Angelico will soon be appearing as Cherubino in Le Nozze di Figaro at Sweden’s Gothenburg Opera. Although a male character, it’s written as a mezzo soprano and is sometimes performed by a woman. In a notable exception, countertenor Justin Kim will be playing the role at the Royal Opera House later this year.
According to Lucas, opera has long blurred the lines of gender, citing the history of “trouser roles” in which women are cast as young boys. Examples include Octavian in Strauss’ Der Rosenkavalier and Hansel in Engelbert Humperdinck’s Hansel and Gretel.
Lucas views being able to play male roles as just another tool in her toolbox.
“These are mannerisms that I learned while I was growing up and trying to fit in with my peers,” she claims. “If I have to play a man on stage, that’s fine as long as I don’t have to play one in my personal life.”

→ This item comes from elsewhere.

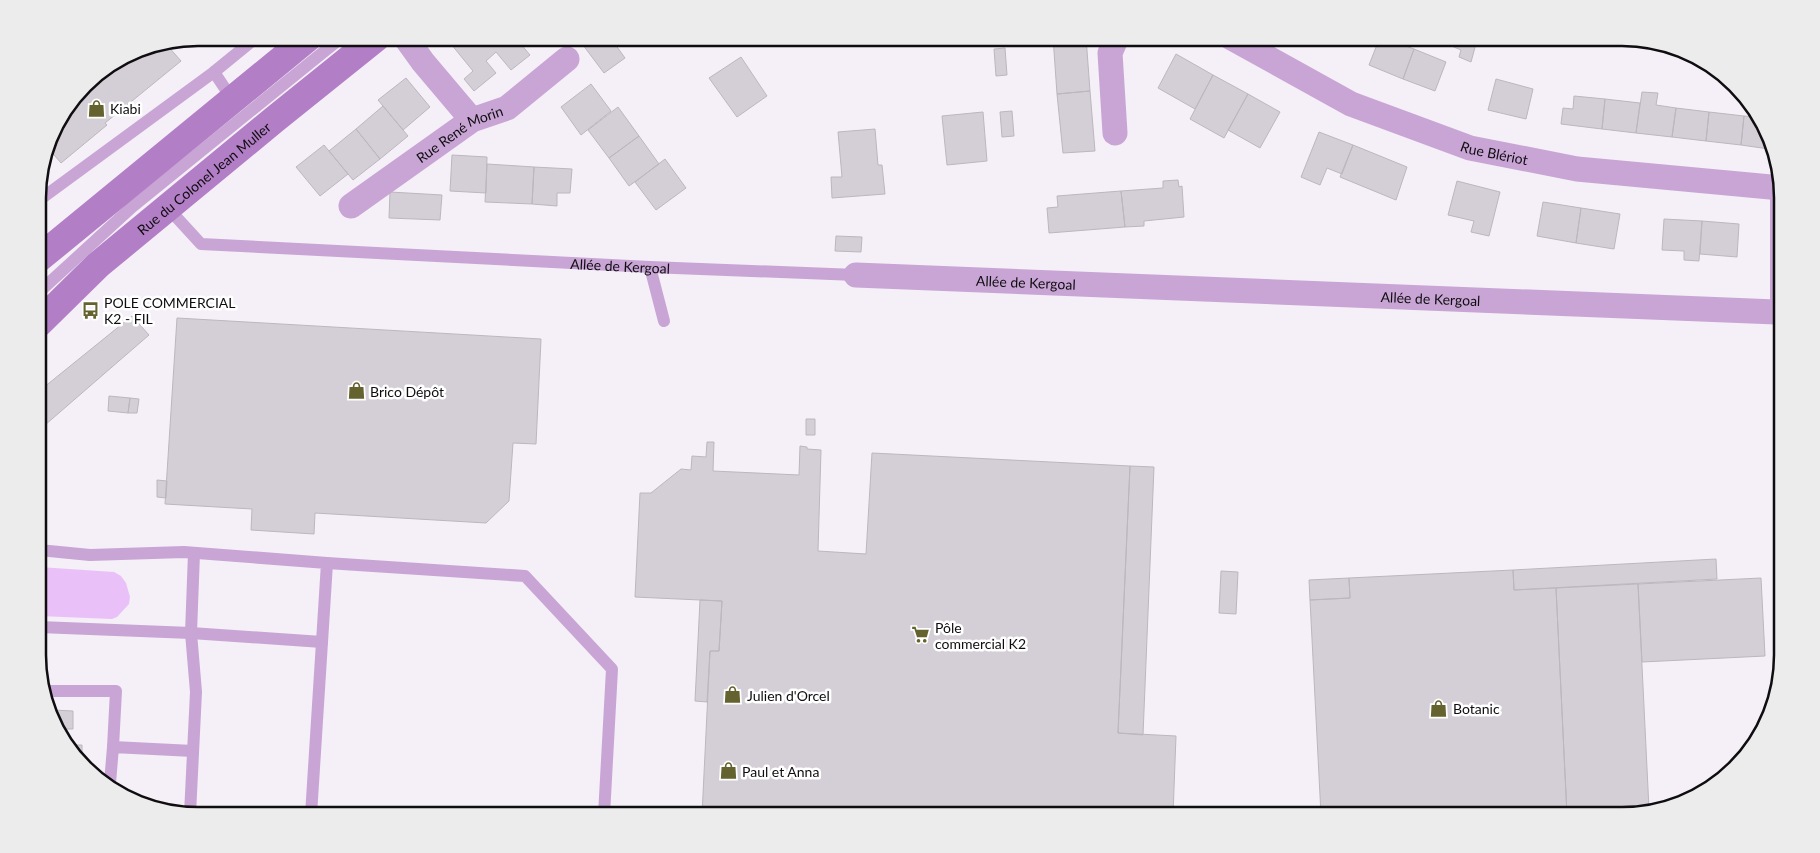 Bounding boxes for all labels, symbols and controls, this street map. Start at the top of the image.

While Lucas asserts that she will play Don Giovanni as a cisgender man, she hints that Tulsa Opera House may toy with gender expression in the portrayal. Skilled in deceit, she says the nobleman “disguises himself multiple times” during the production to get out of predicaments, including dressing “as his own servant.” In their production, one of those disguises may end up being a woman.
“We’re definitely taking advantage of that,” Lucas predicts.
But given that it’s just the first day of production and she’s still jet-lagged, Lucas says it’s hard to know what to expect. She hopes, though, that this milestone helps opens the door a little wider for other trans opera singers—as well as anyone else who feels they may be forced to give up the thing they love to be the person they are.
According to Lucas, transgender people used to be told they would have to leave their entire lives behind if they chose to begin transitioning. “You had to sort of fake your own death and basically just disappear,” Lucas claims, noting that these decisions were historically made due to safety concerns and sometimes still are. “You become a new person and nobody would know what ever happened before.”
But as trailblazers like actress Laverne Cox and politician Danica Roem show that trans people can succeed authentically as themselves in all areas of public life, Lucas is ready for a new story.
“In some way, this feels like a little bit of a redemption—for the people who didn’t think that it could happen,” she says. “But it’s not even about about that. I want people to understand that you can just come out and keep living your life.”